Dans le cadre d’un conflit russo-ukrainien qui risque de s’inscrire dans la durée, il est possible d’identifier trois enjeux auxquels la politique de l’Administration Biden devra faire face d’ici la fin de son mandat : la poursuite du soutien à l’Ukraine ; le maintien de la priorisation de la Chine dans les politiques américaines (aussi bien en politique étrangère et de défense, que dans les domaines économique et de sécurité interne) ; la question démocratique à l’interne et à l’échelle internationale.

 

Offrir une réponse forte face à la Russie sans entrer en guerre

À la suite de l’agression russe qui a ramené la guerre sur le territoire européen et ouvertement violé la Charte des Nations Unies, l’Administration Biden s’est retrouvée face à la nécessité d’opposer à la Russie une réponse ferme, sans pour autant entrer en guerre. L’équipe de Biden a, dès le début, mis l’unité transatlantique au centre de son approche face à l’agression russe via des actions concrètes comme le partage et la médiatisation du renseignement, le renforcement du flanc oriental de l’OTAN, l’envoi – contre l’avis du Pentagone – de chars Abraham à l’Ukraine pour débloquer la décision allemande sur l’envoi de chars Leopards. Des mesures symboliques ont également été mises en place, telle la visite de Biden à Kyiv et Varsovie pour marquer l’anniversaire du 24 février.

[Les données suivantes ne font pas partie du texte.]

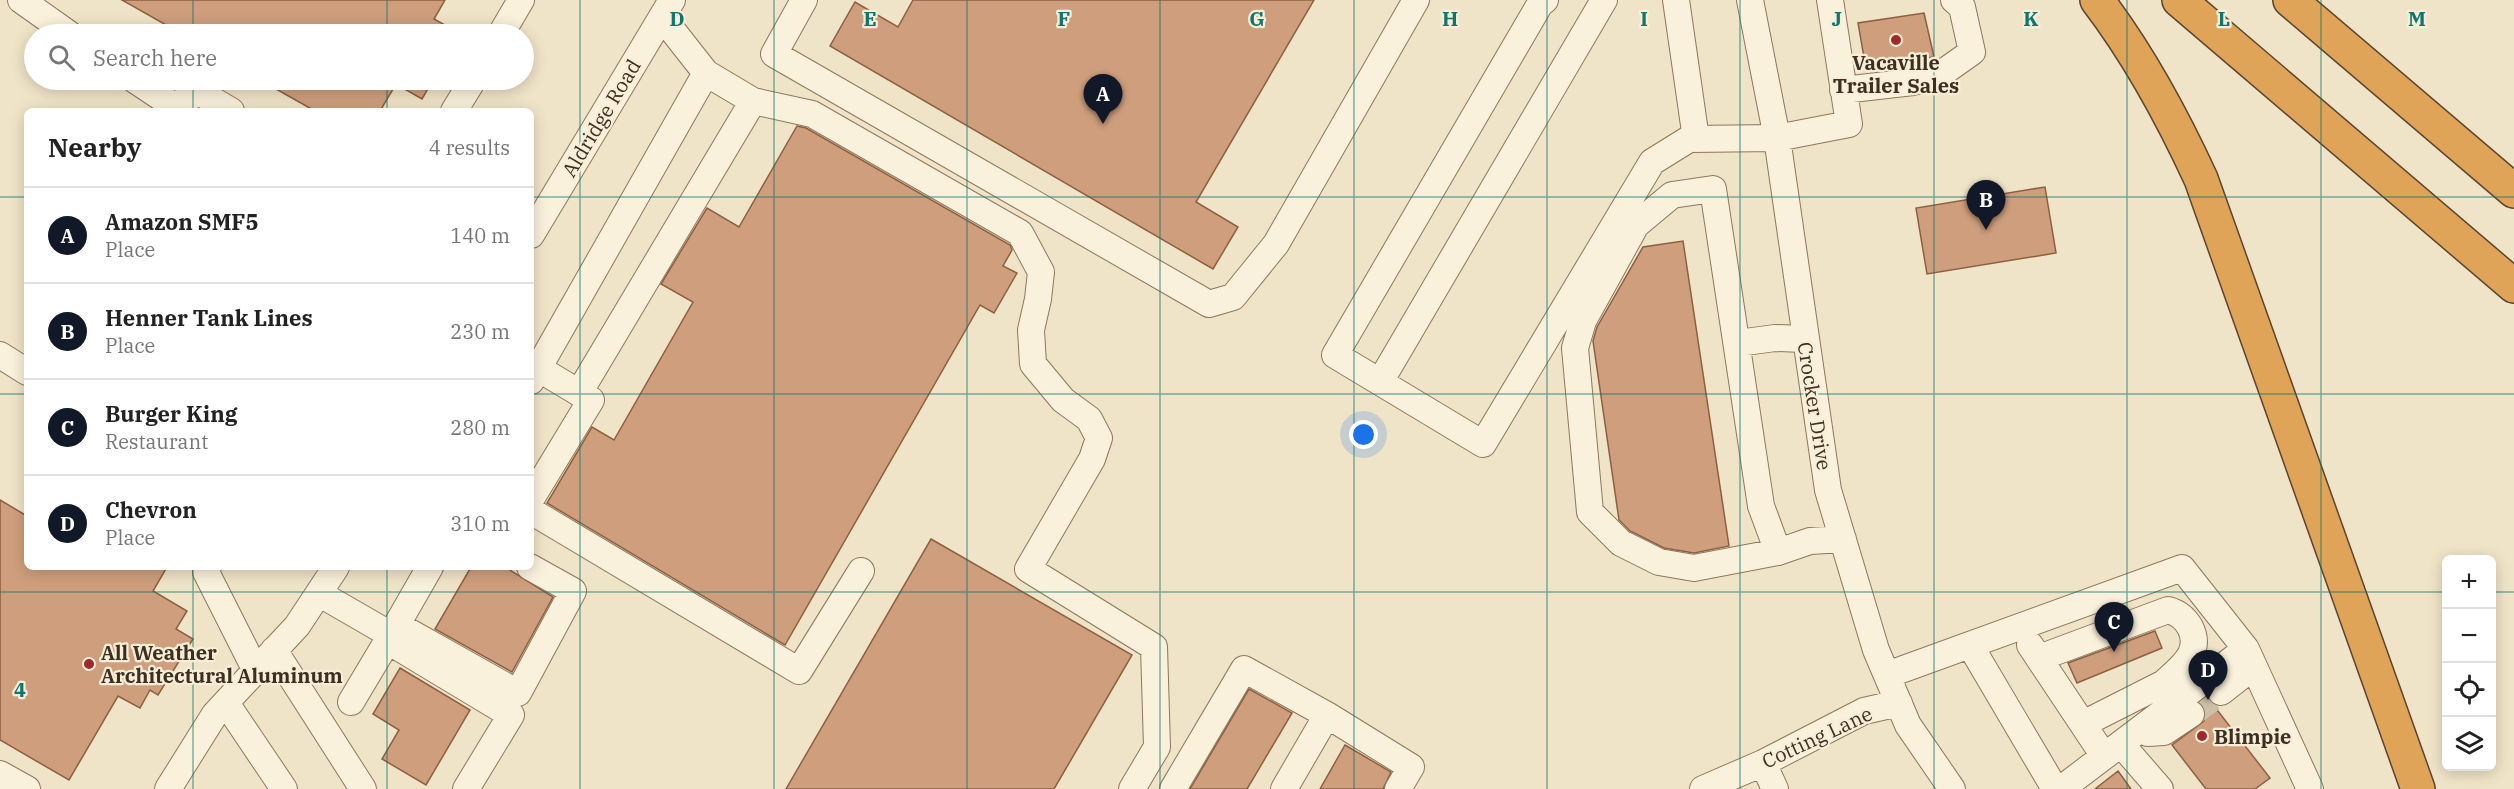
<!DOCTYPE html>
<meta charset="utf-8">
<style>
body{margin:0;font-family:"IBM Plex Serif",serif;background:#f6f6f6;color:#222}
.controls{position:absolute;right:18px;bottom:18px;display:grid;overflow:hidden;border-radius:9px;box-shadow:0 3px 15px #0003}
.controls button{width:54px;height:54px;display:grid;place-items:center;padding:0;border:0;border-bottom:2px solid #e0e0e0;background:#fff;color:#222;font:30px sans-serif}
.you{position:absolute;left:1364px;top:435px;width:21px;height:21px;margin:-15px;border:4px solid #fff;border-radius:50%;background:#1a73e8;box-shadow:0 0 0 9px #1a73e833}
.badge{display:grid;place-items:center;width:39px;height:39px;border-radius:50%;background:#111827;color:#fff;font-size:20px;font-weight:700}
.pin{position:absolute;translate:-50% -50px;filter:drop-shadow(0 2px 3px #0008)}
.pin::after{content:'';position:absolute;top:32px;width:21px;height:18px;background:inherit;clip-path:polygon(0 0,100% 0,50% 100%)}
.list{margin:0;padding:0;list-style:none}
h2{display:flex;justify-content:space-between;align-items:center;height:78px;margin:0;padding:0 24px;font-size:26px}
h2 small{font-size:20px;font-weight:400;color:#767676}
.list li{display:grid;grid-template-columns:39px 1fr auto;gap:18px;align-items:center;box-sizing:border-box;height:96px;padding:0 24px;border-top:2px solid #e0e0e0}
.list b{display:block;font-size:22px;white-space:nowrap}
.list p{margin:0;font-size:20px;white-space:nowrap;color:#767676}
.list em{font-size:20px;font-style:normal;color:#767676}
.icon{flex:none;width:33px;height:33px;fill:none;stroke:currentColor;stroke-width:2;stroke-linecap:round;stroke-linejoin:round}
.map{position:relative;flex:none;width:2514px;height:789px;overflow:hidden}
.search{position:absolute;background:#fff;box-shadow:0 3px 15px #0003;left:24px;top:24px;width:510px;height:66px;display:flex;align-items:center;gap:15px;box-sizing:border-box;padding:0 21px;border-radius:33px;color:#767676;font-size:22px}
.panel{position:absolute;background:#fff;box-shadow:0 3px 15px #0003;left:24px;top:108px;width:510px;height:462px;border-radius:9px}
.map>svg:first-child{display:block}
.building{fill:#cf9f7d;stroke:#8d5f41;stroke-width:1.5}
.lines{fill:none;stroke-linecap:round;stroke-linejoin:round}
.minor-tunnel{stroke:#ccc0a6;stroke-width:26;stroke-dasharray:26 13;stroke-linecap:butt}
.minor-casing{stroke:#8d765c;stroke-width:28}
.highway-casing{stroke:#5b4430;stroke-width:36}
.minor{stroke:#faf1dc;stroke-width:26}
.highway{stroke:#e0a458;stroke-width:33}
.grid{fill:none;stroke:#0f766e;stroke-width:1.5;stroke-opacity:0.55}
.poi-dot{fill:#9e2a2b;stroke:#f7eed8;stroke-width:2}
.labels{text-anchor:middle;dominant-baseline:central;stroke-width:4.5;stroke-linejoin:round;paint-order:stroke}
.poi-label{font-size:20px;font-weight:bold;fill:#3d2e20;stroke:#f7eed8;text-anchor:start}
.street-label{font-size:20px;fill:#3d2e20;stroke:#f7eed8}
.grid-label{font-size:20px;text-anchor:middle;font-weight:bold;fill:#0f766e;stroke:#f7eed8;stroke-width:4.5;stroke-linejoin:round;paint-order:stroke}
</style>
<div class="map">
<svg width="2514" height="789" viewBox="0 0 2514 789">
<rect width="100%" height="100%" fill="#f0e4c8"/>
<path class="building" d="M122,0h323l-11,19 27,15h-279z
M913,0h401l-118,202 42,25 -25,42 -383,-223 25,-44 43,25z
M1924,13l10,44 -68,12 -8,-46z
M260,80h173l-11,19 -26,-15 -16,27h-65z
M797,126l9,2 204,117 2,5 -9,16 14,7 -23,40 -14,-8 -195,340 -238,-142 45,-76 22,13 79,-138 -32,-18 46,-76 32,19z
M2045,187l11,66 -129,21 -11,-66z
M1683,241l46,305 -35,7 -30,-5 -34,-17 -11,-11 -26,-179 4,-14 46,-80z
M0,500l27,16v51h140l-14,24 34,20 -11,18 17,10 -35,56 -8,-5 -10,18 -22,-12 -49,84 -69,-40z
M931,539l201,116 -78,134h-268z
M471,567h34l48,30 -41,75 -77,-43z
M2155,631l7,17 -85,35 -9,-20z
M400,668l70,42 -44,75 -44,-26 17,-29 -26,-16z
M1249,689l43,24 -45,76h-57z
M2207,697l63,81 -15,11h-49l-34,-44 32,-24 2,-9 -6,-9z
M1345,745l46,27 -8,17h-63z
M2118,771l13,18h-36z"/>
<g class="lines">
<path class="minor-tunnel" d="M2191,714l30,-22"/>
<defs>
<path id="minor" d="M21,0l48,34
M804,0l-30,54 435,250 24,-7 43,-53 140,-244
M1545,0l-5,4 -205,351 148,89 169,-282 37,-23 88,-1 72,-14 -19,-124
M1676,0l20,139
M1750,0l27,138 51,352 48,160 32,75 44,64
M501,34l20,-34
M135,80l39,26 25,-14 32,19
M1843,90l70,-8 25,-6 34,-24 -10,-45 -8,-7
M753,101l59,13 208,119 21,39 -3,27 -7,31 2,34 30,36 26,19 10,19 -7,21 -64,110 126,78 3,100 -25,42
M454,111l19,-31
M531,235l141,-235
M1738,343l37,-5 29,1
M0,355l27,17
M531,364l60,36 -60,99
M531,381l175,-308 -44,-56
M1380,382l224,-382
M579,393l174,-292 -47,-28
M531,511l268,160 62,-100
M1778,552l-17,-46 -48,-317 -41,6 -36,30 -53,96 -8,27 15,164 31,31 38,19 35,6 84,-16 32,-11 33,-2
M208,567l-2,5 50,99
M320,594l71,41 -40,67
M397,625l121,68 55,-102 -43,-24
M391,635l39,-68
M388,641l123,74 -45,74
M1970,645l85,144
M2030,645l74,111
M274,650l89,139
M2039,658l129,-48c10,3 16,7 22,17 13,25 -9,40 -26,56
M1887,675l295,-107 64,81 64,140
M2221,692l32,-25
M226,703l58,86
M1327,715l84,52 -13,22
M2083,724l81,-41 15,6
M2148,733l16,-1 27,-18
M2121,744l39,45
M1763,763l12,26
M0,774l27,15
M168,789l47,-75 82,-88 39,-59
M1173,789l71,-120 83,46 -43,74
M1703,789l60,-26 101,-52 35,-8
M2061,789l185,-140"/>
<path id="highway" d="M2097,0c42,55 75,116 104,179l217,610
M2179,0l335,286
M2290,0l224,191"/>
</defs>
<use href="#minor" class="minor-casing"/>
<use href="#highway" class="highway-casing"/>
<use href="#minor" class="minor"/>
<use href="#highway" class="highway"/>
</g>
<path class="grid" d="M193,0v34M387,0v34M580,0v789M774,0v789M967,0v789M1160,0v789M1354,0v789M1547,0v789M1740,0v789M1934,0v789M2127,0v789M2321,0v789M193,80v31M387,80v31M0,197h27M531,197h1983M0,394h27M531,394h1983M193,567v222M387,567v222M0,592h2446M2492,592h22"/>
<g class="poi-dot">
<circle cx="1896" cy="40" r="6"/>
<circle cx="89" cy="664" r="6"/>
<circle cx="2202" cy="736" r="6"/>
</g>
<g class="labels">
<g class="poi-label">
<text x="1896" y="62" text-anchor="middle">Vacaville<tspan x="1896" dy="23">Trailer Sales</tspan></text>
<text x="101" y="652">All Weather<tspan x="101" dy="23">Architectural Aluminum</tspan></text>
<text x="2214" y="736">Blimpie</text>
</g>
<g class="street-label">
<text transform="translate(601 118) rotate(-59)">Aldridge Road</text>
<text transform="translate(1815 406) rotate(81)">Crocker Drive</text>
<text transform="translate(1817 737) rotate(-25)">Cotting Lane</text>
</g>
</g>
<g class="grid-label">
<text x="677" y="26">D</text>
<text x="870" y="26">E</text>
<text x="1064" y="26">F</text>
<text x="1257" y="26">G</text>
<text x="1450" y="26">H</text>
<text x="1644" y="26">I</text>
<text x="1837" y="26">J</text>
<text x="2031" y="26">K</text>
<text x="2224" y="26">L</text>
<text x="2417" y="26">M</text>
<text x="20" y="697">4</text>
</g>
</svg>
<div class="controls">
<button>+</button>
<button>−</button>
<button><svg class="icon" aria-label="locate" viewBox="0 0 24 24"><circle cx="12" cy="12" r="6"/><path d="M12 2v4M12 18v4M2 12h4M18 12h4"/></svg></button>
<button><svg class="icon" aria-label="layers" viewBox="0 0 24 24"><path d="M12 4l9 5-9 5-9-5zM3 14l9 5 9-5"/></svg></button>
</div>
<div class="you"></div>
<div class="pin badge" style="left:1103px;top:124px">A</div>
<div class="pin badge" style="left:1986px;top:230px">B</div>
<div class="pin badge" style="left:2114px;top:652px">C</div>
<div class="pin badge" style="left:2208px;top:700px">D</div>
<div class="search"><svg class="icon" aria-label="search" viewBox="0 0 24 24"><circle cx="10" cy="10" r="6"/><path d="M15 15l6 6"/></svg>Search here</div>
<section class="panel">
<h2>Nearby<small>4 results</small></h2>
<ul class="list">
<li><span class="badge">A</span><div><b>Amazon SMF5</b><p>Place</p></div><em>140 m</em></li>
<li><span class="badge">B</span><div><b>Henner Tank Lines</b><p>Place</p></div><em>230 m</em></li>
<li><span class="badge">C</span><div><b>Burger King</b><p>Restaurant</p></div><em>280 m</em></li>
<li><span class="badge">D</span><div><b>Chevron</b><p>Place</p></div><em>310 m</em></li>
</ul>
</section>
</div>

Malgré ces éléments qui démontrent la fermeté et l’engagement américains, le président Biden a aussi porté beaucoup d’attention à bien distinguer le soutien apporté à l’Ukraine d’un statut de cobelligérant. Concrètement, les États-Unis ont veillé à ne pas envoyer à l’Ukraine des armements risquant d’être employés pour frapper le territoire russe. Par ailleurs, dans ses discours, le président a répété à plusieurs reprises qu’aucun soldat américain ne serait envoyé en Ukraine et que l’objectif était de permettre à l’Ukraine d’être en mesure de défendre son indépendance, et non de favoriser une politique d’affaiblissement de la Russie, celle-ci impliquant implicitement une volonté de changement de régime à Moscou.

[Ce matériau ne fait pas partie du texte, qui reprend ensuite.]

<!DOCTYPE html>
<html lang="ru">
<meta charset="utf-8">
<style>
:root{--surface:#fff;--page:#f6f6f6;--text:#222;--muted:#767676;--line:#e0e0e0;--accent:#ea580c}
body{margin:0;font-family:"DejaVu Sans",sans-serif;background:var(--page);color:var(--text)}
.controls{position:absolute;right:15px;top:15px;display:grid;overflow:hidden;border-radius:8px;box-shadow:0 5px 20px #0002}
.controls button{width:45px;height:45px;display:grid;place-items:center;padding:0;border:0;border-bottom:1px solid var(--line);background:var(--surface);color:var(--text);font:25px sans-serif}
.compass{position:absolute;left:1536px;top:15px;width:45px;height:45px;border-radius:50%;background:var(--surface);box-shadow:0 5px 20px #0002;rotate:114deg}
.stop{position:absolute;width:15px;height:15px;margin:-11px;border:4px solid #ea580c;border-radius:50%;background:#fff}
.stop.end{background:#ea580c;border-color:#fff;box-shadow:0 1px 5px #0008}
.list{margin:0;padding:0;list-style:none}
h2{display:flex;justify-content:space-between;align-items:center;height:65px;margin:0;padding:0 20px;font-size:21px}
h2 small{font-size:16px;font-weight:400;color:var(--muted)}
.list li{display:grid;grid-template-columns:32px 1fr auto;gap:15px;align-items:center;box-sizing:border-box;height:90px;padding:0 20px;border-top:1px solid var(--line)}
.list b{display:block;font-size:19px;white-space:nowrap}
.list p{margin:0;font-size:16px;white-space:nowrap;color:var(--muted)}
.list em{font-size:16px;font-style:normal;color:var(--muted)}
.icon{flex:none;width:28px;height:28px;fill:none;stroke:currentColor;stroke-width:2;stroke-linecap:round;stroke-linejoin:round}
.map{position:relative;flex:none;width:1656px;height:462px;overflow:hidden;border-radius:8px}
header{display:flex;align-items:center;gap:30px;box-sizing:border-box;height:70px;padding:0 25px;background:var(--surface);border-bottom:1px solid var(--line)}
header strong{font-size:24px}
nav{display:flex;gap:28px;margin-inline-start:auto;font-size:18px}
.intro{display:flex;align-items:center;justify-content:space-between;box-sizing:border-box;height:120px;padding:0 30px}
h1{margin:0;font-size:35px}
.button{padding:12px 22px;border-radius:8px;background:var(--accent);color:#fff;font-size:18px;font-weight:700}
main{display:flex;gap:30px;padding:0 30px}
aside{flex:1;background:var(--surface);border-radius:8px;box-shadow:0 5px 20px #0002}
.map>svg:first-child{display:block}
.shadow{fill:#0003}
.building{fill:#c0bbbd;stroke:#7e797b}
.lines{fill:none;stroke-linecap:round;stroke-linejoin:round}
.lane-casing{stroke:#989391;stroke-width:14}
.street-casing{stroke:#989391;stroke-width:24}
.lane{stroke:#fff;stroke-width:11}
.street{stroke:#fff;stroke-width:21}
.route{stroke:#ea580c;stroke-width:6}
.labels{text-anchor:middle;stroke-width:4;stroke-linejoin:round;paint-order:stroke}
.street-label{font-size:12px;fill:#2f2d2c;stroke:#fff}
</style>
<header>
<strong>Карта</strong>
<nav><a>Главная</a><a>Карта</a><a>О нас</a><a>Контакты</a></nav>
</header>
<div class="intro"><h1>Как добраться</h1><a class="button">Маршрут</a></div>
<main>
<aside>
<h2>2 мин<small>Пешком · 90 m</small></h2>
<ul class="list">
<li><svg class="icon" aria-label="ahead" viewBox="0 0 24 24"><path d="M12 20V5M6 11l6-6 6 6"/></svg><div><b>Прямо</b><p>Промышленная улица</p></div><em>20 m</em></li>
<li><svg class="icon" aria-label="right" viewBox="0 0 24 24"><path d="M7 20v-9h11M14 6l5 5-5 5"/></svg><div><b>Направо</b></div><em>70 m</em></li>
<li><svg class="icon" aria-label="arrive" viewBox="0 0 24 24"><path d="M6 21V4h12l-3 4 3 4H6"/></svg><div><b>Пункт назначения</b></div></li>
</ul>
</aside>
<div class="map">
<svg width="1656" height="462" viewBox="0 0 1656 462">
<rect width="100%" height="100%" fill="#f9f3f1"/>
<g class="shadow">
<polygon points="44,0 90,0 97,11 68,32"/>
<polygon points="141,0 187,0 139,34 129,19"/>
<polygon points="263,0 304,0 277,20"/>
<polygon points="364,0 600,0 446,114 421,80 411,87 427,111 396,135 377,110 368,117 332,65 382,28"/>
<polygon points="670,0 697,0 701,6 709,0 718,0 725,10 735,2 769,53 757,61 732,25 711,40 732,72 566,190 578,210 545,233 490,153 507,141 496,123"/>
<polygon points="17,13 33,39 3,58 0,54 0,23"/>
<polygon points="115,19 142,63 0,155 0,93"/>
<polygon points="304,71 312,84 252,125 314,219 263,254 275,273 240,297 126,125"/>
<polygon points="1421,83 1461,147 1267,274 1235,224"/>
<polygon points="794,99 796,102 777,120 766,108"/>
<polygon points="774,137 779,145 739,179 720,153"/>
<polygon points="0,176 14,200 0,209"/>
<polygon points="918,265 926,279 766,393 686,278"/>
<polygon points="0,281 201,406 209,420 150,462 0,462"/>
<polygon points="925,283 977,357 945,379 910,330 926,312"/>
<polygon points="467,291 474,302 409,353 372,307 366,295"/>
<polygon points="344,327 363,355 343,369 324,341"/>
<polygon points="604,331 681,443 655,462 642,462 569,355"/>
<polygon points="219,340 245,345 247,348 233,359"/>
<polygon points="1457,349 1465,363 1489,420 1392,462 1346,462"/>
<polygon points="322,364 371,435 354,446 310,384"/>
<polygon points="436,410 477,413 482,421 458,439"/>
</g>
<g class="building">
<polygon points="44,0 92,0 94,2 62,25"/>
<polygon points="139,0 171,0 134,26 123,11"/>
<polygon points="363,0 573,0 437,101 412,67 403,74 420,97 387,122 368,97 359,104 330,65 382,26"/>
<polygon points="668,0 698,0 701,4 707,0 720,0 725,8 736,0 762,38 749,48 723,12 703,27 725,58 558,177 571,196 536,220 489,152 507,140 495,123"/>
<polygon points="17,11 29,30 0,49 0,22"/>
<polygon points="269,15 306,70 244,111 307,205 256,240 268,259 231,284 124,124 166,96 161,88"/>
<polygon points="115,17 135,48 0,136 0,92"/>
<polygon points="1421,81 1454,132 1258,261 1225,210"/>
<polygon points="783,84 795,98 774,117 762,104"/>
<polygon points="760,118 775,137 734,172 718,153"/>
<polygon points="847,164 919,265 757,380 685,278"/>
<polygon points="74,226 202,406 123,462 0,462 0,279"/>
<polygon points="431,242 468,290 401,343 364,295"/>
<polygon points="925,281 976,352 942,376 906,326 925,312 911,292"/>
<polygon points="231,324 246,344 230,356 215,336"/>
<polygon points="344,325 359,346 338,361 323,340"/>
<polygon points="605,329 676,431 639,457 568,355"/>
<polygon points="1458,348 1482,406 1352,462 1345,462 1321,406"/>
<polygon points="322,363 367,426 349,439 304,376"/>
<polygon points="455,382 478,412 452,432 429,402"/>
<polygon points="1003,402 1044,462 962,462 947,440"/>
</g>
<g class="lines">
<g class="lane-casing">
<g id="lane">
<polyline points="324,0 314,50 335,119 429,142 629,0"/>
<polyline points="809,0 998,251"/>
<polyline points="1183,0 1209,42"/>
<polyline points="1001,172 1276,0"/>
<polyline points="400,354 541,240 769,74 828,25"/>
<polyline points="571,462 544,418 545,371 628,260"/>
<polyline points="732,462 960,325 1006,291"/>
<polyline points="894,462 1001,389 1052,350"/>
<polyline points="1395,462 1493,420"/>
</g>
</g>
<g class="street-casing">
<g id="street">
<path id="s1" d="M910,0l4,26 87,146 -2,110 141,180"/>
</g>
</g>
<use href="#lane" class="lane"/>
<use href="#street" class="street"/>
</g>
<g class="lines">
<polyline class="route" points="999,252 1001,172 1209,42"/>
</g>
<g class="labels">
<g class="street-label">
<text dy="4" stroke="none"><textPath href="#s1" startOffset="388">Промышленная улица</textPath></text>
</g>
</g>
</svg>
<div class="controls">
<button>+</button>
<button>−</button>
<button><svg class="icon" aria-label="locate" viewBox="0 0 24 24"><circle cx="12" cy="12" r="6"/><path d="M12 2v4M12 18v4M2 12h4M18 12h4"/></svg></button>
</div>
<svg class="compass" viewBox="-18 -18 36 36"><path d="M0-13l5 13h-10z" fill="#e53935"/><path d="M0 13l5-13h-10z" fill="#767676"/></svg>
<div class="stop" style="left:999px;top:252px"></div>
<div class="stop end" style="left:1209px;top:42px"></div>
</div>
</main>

Toutefois, dans la perspective d’un conflit qui pourrait s’inscrire dans la durée, l’on assiste à une fragilisation du consensus interne aux États-Unis sur le soutien à apporter à Kyiv. À la suite de la reconquête d’une majorité à la Chambre des représentants, le parti républicain demande de plus en plus de garanties avant d’avaliser l’envoi d’armements à l’Ukraine et apparait réticent à toute augmentation de budget à cette fin. Dans le même temps, du côté démocrate, le courant des restrainers, qui a une vision très circonscrite des intérêts vitaux des États-Unis, insiste sur les limites des ressources américaines et considère que l’Administration devrait s’engager à accélérer une sortie de crise. Si l’opinion publique demeure relativement favorable à la gestion du conflit de l’Administration Biden, plus le temps passe, plus la fatigue pourrait se manifester sous plusieurs formes et se répercuter inévitablement sur la campagne présidentielle de 2024, ainsi que briser l’unité transatlantique.

 

Soutenir l’Ukraine sans perdre de vue la priorisation sur la Chine  

Au début de son mandat, le président Biden avait essayé d’établir une relation « stable et prévisible avec la Russie » pour pouvoir concentrer les ressources des États-Unis sur le défi que représente la Chine. Toutefois, après le 24 février 2022, les États-Unis se sont trouvés face à l’impossibilité d’ignorer la Russie et ont dû consacrer beaucoup d’efforts économiques et diplomatiques sur le théâtre européen.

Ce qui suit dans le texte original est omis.